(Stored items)
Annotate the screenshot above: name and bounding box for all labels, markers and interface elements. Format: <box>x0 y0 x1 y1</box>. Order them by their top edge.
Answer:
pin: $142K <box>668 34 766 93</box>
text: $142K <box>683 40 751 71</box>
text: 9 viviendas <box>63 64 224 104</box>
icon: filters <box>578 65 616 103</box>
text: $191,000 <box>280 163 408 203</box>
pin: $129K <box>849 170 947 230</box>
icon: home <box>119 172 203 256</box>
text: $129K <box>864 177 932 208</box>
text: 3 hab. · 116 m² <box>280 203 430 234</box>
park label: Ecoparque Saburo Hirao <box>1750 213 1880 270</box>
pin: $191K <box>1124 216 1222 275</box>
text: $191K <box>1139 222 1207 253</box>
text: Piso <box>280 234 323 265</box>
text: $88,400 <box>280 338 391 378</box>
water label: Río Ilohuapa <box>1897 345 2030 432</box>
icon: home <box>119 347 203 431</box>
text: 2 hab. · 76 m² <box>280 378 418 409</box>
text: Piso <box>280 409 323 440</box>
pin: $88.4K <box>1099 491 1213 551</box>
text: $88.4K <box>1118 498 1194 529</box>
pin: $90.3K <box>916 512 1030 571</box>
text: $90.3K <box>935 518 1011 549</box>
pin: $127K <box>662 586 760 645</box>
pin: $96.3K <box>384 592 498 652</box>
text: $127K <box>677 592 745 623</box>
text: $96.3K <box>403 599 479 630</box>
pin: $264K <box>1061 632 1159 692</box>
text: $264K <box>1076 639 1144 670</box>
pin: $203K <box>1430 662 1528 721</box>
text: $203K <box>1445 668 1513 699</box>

WHAT THE TASK ASKS: Only lines with the word "home" are wanted; pull each of them from the records.

RESPONSE FOR THIS EXERCISE:
icon: home <box>119 172 203 256</box>
icon: home <box>119 347 203 431</box>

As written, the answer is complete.